Task directions:
Go to the line in the entries below that holds "context.strokeStyle = color;" and repeat exactly from there through the line that holds "M7 213H136L143 235", inclusive.

The data:
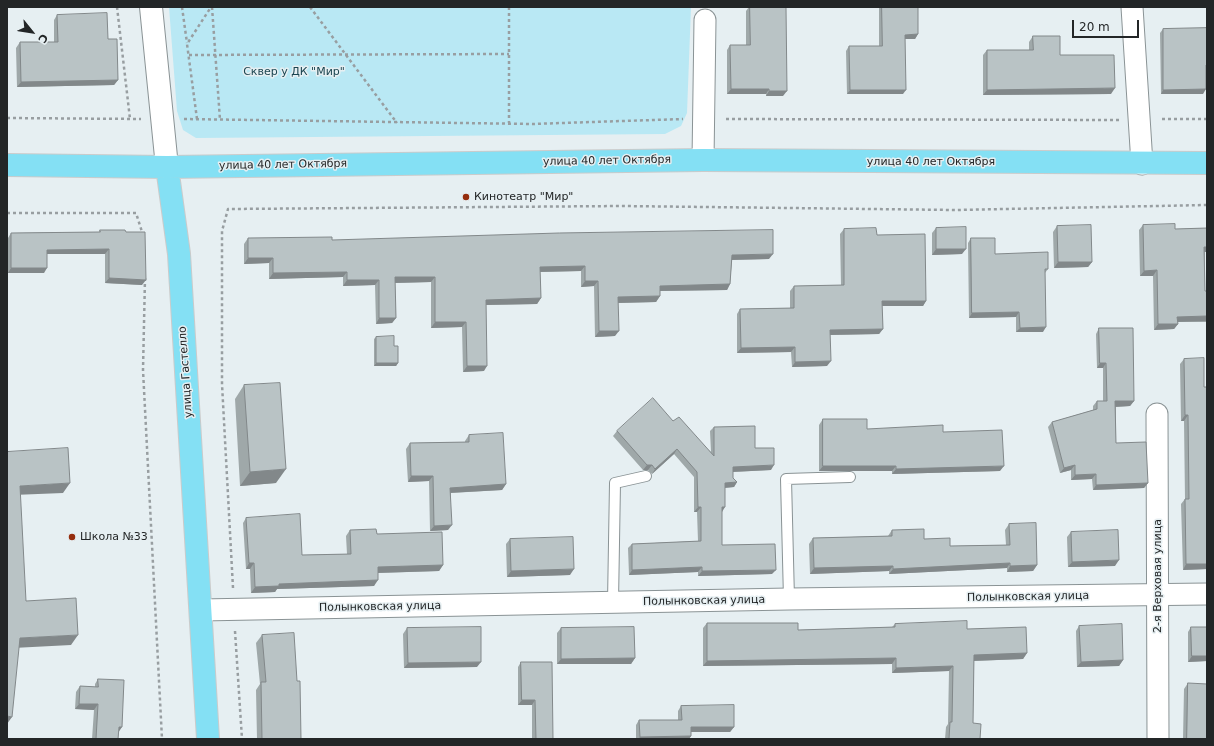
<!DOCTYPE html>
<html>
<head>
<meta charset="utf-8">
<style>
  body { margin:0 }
  #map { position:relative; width:1214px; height:746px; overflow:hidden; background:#e6eff2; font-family:"DejaVu Sans",sans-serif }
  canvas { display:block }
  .frame { position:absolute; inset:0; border:8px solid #232627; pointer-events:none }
  .north { position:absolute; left:12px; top:12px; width:40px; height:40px; -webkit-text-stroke:3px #e6eff2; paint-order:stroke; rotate:120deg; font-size:11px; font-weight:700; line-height:16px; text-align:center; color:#232627 }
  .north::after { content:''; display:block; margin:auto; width:14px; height:18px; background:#232627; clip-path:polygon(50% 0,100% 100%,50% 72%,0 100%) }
  .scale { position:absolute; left:1072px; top:20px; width:67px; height:18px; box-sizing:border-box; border:2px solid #232627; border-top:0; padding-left:5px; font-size:12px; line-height:14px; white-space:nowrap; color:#232627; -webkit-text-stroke:3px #e6eff2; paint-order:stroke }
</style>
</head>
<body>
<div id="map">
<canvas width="1214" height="746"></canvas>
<div class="frame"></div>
<div class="north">С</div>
<div class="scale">20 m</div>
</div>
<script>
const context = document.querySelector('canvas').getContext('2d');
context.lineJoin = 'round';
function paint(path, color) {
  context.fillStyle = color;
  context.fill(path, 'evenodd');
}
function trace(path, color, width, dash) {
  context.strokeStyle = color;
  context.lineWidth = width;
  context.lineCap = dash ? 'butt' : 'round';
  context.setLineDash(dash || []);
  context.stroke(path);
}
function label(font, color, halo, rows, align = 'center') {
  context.font = font + ' "DejaVu Sans",sans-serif';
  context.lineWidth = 3;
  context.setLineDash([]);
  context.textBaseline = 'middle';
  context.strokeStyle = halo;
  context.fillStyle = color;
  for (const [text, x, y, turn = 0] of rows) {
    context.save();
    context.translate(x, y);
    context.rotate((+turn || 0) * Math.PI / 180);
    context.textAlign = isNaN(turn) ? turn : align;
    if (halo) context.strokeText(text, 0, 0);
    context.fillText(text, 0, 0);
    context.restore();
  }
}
const green = new Path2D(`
  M169 7H691L687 113 681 126 665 134 196 138 183 130 177 111Z`);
const path = new Path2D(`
  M117 7 130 119
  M182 7 187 43
  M212 7 220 120
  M310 7 397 123
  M509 7V123
  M189 55 509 54
  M7 118 141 119
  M184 119 532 124 683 119
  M197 119 187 44 211 7
  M726 119 1119 120
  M1162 119H1207
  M7 213H136L143 235
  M145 278 143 370 162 739
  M233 588 222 384V231L228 209 623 206 955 210 1207 205
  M235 631 242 739`);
const service = new Path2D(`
  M789 599 786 479 850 477
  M613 602 615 483 646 476`);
const minor = new Path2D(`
  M1132 7 1142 164
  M703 160 705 20
  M1157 414 1158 739
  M201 610 789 599 1207 594`);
const tertiary = new Path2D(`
  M151 7 167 167`);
const primary = new Path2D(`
  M7 165 167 167 703 160 1207 163
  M167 167 179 254 208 739`);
const wall = new Path2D(`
  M749 7H786L783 96H766V94H727V50L730 45H746V11Z
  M879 7H918V34L915 39H905L903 94H847L846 51 849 46H879Z
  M57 15 108 39 118 80 114 85 17 87 16 48 20 42H54V20Z
  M1207 28V68L1206 69 1203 94H1161L1160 33 1163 29Z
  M1033 36 1060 55 1111 94 983 95V55L987 50H1029V42Z
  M1143 225 1175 229 1207 228V252H1205V291H1207V322H1178V324L1174 329 1154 330 1153 276H1140L1139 230Z
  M1057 226 1092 262 1088 267 1054 268 1053 232Z
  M936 228 962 254 932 255V233Z
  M844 229 877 235 926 301 923 306H882L883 329 879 334 830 335 827 366 792 367 791 352 737 353V314L740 309 790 308V291L794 286 841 285 840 234Z
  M100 230 126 232 142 285 105 283V254H47L44 273H8V238L11 233 99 232Z
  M248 238 332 240 769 259 732 260 730 284 727 290 660 291V296L656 302 618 303 615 336 595 337 594 286 581 287V271L540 272 541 298 537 304 486 305 484 371 463 372 462 327 431 328V282L395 283 396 318 392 323 376 324 375 285 343 286V277L269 279V263L244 264V244Z
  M971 238 995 254 1048 269 1045 273 1043 332H1016V317L969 318 968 243Z
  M1099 328 1134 401 1130 406 1116 407V443L1148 483 1144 488 1093 490 1092 479 1071 480V470L1060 473 1048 427 1052 422 1093 410V406L1097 401H1103V368H1097L1096 334Z
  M376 337 394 346 398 363 396 366H374V339Z
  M1184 359 1207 569 1183 570 1181 504 1185 499 1184 421H1181L1180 364Z
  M244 385 276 483 240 486 235 399Z
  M823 419 867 429 943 432 1000 471 892 474V471H819V425Z
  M673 421 711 452 710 431 714 427 755 448 771 470 733 472V478L737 482 734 487 725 488 722 512V545L772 574 698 576V572L629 575 628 548 632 544 698 541 697 512H694V477L674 454 652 474 648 470H643L613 436 617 431Z
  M469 435 506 484 502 490 451 493 448 530 430 531 429 481 408 482 406 449 410 443 465 442V441Z
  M246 518 302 555 347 554 346 536 350 530 377 534 443 565 439 571 378 573 374 586 277 589 275 592 251 593 250 569H246L243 523Z
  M1009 524 1037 565 1033 571 1007 572V568L889 574V571L810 574 809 544 813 538 888 536 892 530 950 546 1006 545 1005 530Z
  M1071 532 1115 566 1068 567 1067 537Z
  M510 539 570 575 507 577 506 544Z
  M707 623 798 630 892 627 895 624 967 629 1027 653 1023 659 974 661 973 723 980 739H945L946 727 948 724 949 671 892 673V664L703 666V628Z
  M1079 626 1123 660 1119 666 1077 667 1076 631Z
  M1191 627H1207V661L1188 662V632Z
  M407 628 477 667 404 668 403 634Z
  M561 628 635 658 631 664H557V633Z
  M262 635 297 681 301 739H257L256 690 260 684 256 643Z
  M521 662 553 739H532V705H518V667Z
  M98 679 119 732 118 739H92L94 710 75 709 76 692 80 686 95 687V684Z
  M1188 683 1207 739H1183L1184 689Z
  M681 706 734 727 730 732H691V736L689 739H636V725L639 720H678V711Z`);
const shadedWall = new Path2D(`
  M918 34 915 39H902L905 35Z
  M118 80 114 85 17 87 21 82Z
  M1115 88 1111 94 983 95 987 90Z
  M731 89H769L766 94H727Z
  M1206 89 1203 94H1161L1163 90Z
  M850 90H906L903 94H847Z
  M769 91H787L783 96H766Z
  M1204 247H1207V252H1201Z
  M109 249 105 254H44L47 250Z
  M936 249H966L962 254 932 255Z
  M773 254 769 259 728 260 732 255Z
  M248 258H273L269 263 244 264Z
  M1058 262H1092L1088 267 1054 268Z
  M585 266 581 271 536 272 540 267Z
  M11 268H47L44 273H8Z
  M1157 270 1153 276H1140L1144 271Z
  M347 272 343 277 269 279 273 273Z
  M395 277H435L431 282 392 283Z
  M109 278 146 280 142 285 105 283Z
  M347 280H379L375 285 343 286Z
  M585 281H598L594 286 581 287Z
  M730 284 727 290 656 291 660 286Z
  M660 296 656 302 615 303 618 297Z
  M541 298 537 304 482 305 486 300Z
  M882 301H926L923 306H879Z
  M1019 312 1016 317 969 318 972 313Z
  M1207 316V321L1174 322 1177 317Z
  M379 318H396L392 323 376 324Z
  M435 322H466L462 327 431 328Z
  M1158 324H1178L1174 329 1154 330Z
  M1046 327 1043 332H1016L1020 328Z
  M883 329 879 334 827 335 830 330Z
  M599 331H619L615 336 595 337Z
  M795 347 791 352 737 353 741 348Z
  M831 361 827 366 792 367 795 362Z
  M376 363H398L396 366H374Z
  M1100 363H1106L1103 368H1097Z
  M467 366H487L484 371 463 372Z
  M1115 401H1134L1130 406 1112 407Z
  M1185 415H1188L1184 421H1181Z
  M677 449 674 454 652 474 655 469Z
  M647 465H652L648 470H643Z
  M774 465 771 470 730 472 733 467Z
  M1075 465 1071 470 1060 473 1064 468Z
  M823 466H896L892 471H819Z
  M1004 466 1000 471 892 474 896 469Z
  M286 469 276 483 240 486 250 472Z
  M1096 474 1092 479 1071 480 1075 475Z
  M411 476H433L429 481 408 482Z
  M737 482 734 487 722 488 725 483Z
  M70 483 63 493 13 495 20 486Z
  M1148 483 1144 488 1093 490 1096 485Z
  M506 484 502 490 447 493 450 488Z
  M698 507H701L697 512H694Z
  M722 507H725L722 512Z
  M452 525 448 530 430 531 434 526Z
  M1119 560 1115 566 1068 567 1072 562Z
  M249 563H254L250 569H246Z
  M1010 563 1007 568 889 574 893 569Z
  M1186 564H1207V569L1183 570Z
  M443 565 439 571 374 573 378 567Z
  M1037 565 1033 571 1007 572 1010 566Z
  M893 566 889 571 810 574 814 568Z
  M702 567 698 572 629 575 632 570Z
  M574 569 570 575 507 577 511 571Z
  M776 570 772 574 698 576 702 571Z
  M378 580 374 586 277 589 275 592 251 593 255 587 279 584Z
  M78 635 71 645 13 648 20 638Z
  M1027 653 1023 659 970 661 974 655Z
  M1192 656H1207V661L1188 662Z
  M635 658 631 664H557L561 659Z
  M896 658 892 664 703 666 707 661Z
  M1123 660 1119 666 1077 667 1081 662Z
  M481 662 477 667 404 668 408 663Z
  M953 666 949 671 892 673 896 668Z
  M522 700H535L532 705H518Z
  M79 704H98L94 710 75 709Z
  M7 716 12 717 7 724Z
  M119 727H122L118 733Z
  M691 727H734L730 732H688Z
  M691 736 689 739H638L640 737Z`);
const building = new Path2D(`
  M750 7H786L787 91H769V89H731L730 45H750Z
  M882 7H918V34L905 35 906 90H850L849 46H882Z
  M107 13 108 39H117L118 80 21 82 20 42H58L57 15Z
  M1207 28V64L1206 65V89L1163 90V29Z
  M1033 36H1060V55H1114L1115 88 987 90V50H1033Z
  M1175 224V229L1207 228V247H1204L1205 291H1207V316L1177 317 1178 324H1158L1157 270 1144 271 1143 225Z
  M1091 225 1092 262H1058L1057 226Z
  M966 227V249H936V228Z
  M876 228 877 235 925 234 926 301H882L883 329 830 330 831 361 795 362V347L741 348 740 309 794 308V286L844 285V229Z
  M100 230H125L126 232H145L146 280 109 278V249L47 250V268H11V233L100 232Z
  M773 230V254L732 255 730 284 660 286V296L618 297 619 331H599L598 281H585V266L540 267 541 298 486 300 487 366H467L466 322H435V277H395L396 318H379V280H347V272L273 273V258H248V238L332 237V240L559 233Z
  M971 238H995V254L1048 252V269H1045L1046 327 1020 328 1019 312 972 313Z
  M1099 328H1133L1134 401H1115L1116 443 1146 442 1148 483 1096 485V474L1075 475V465L1064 468 1052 422 1097 409V401H1107L1106 363H1100Z
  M394 336V346H398V363H376V337Z
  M1204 358V387H1207V564H1186L1185 499H1189L1188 415H1185L1184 359Z
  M280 383 286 469 250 472 244 385Z
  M653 398 673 421 679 417 714 456V427L755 426V448H774V465L733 467V478L737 482 725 483V507H722V545L775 544 776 570 702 571V567L632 570V544L701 541V507H698L697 472 677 449 655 469 652 465H647L617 431Z
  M823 419H867V429L943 425V432L1002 430 1004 466 896 469V466H823Z
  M503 433 506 484 450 488 452 525 434 526 433 476H411L410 443 469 442V435Z
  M68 448 70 483 20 486 26 601 76 598 78 635 20 638 12 717 7 716V452Z
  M300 514 302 555 351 554 350 530 376 529 377 534 442 532 443 565 378 567V580L279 584V586L255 587 254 563H249L246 518Z
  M1036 523 1037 565 1010 566V563L893 569V566L814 568 813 538 892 536V530L924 529V539L950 538V546L1010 545 1009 524Z
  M1118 530 1119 560 1072 562 1071 532Z
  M573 537 574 569 511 571 510 539Z
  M967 621V629L1026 627 1027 653 974 655 973 723 981 724 980 739H949L950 722H952L953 666 896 668V658L707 661V623H798V630L895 627V624Z
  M1122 624 1123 660 1081 662 1079 626Z
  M481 627V662L408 663 407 628Z
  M634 627 635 658 561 659V628Z
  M1191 627H1207V656H1192Z
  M294 633 297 681H300L301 739H262L261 682H266L262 635Z
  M521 662H552L553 739H536L535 700H522Z
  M98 679 124 680 122 727H119L118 739H96L98 704H79L80 686 98 687Z
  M1188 683 1207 684V739H1187Z
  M734 705V727H691V736L640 737 639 720H682L681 706Z`);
const markers = [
  [466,197,4,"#952d0e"],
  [72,537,4,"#952d0e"]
];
const parkNames = [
  ["Сквер у ДК \"Мир\"",294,72]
];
const streetNames = [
  ["улица 40 лет Октября",607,161,-1],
  ["улица 40 лет Октября",931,162],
  ["улица 40 лет Октября",283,165,-1],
  ["улица Гастелло",186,372,-94],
  ["2-я Верховая улица",1158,576,-90],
  ["Полынковская улица",1028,597,-1],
  ["Полынковская улица",704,601,-1],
  ["Полынковская улица",380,607,-1]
];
const poiNames = [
  ["Кинотеатр \"Мир\"",474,197],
  ["Школа №33",80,537]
];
paint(green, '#b9e8f4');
trace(service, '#8a9395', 12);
trace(minor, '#8a9395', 23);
trace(tertiary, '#8a9395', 24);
trace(primary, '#cacbcb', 24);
trace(path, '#989ea1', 2.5, [3, 3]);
trace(service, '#fff', 10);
trace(minor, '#fff', 21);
trace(tertiary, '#fff', 22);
trace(primary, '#84e0f4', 22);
paint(wall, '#9fa8a9');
paint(shadedWall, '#82888a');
paint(building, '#b9c3c5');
trace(building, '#82888a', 1);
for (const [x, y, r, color] of markers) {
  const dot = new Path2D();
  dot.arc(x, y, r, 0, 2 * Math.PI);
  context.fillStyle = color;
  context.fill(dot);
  trace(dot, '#e6eff2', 1.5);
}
label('11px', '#1b4550', '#e6eff2', parkNames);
label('11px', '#232627', '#e6eff2', streetNames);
label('11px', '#232627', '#e6eff2', poiNames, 'left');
</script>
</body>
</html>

Solution to this exercise:
  context.strokeStyle = color;
  context.lineWidth = width;
  context.lineCap = dash ? 'butt' : 'round';
  context.setLineDash(dash || []);
  context.stroke(path);
}
function label(font, color, halo, rows, align = 'center') {
  context.font = font + ' "DejaVu Sans",sans-serif';
  context.lineWidth = 3;
  context.setLineDash([]);
  context.textBaseline = 'middle';
  context.strokeStyle = halo;
  context.fillStyle = color;
  for (const [text, x, y, turn = 0] of rows) {
    context.save();
    context.translate(x, y);
    context.rotate((+turn || 0) * Math.PI / 180);
    context.textAlign = isNaN(turn) ? turn : align;
    if (halo) context.strokeText(text, 0, 0);
    context.fillText(text, 0, 0);
    context.restore();
  }
}
const green = new Path2D(`
  M169 7H691L687 113 681 126 665 134 196 138 183 130 177 111Z`);
const path = new Path2D(`
  M117 7 130 119
  M182 7 187 43
  M212 7 220 120
  M310 7 397 123
  M509 7V123
  M189 55 509 54
  M7 118 141 119
  M184 119 532 124 683 119
  M197 119 187 44 211 7
  M726 119 1119 120
  M1162 119H1207
  M7 213H136L143 235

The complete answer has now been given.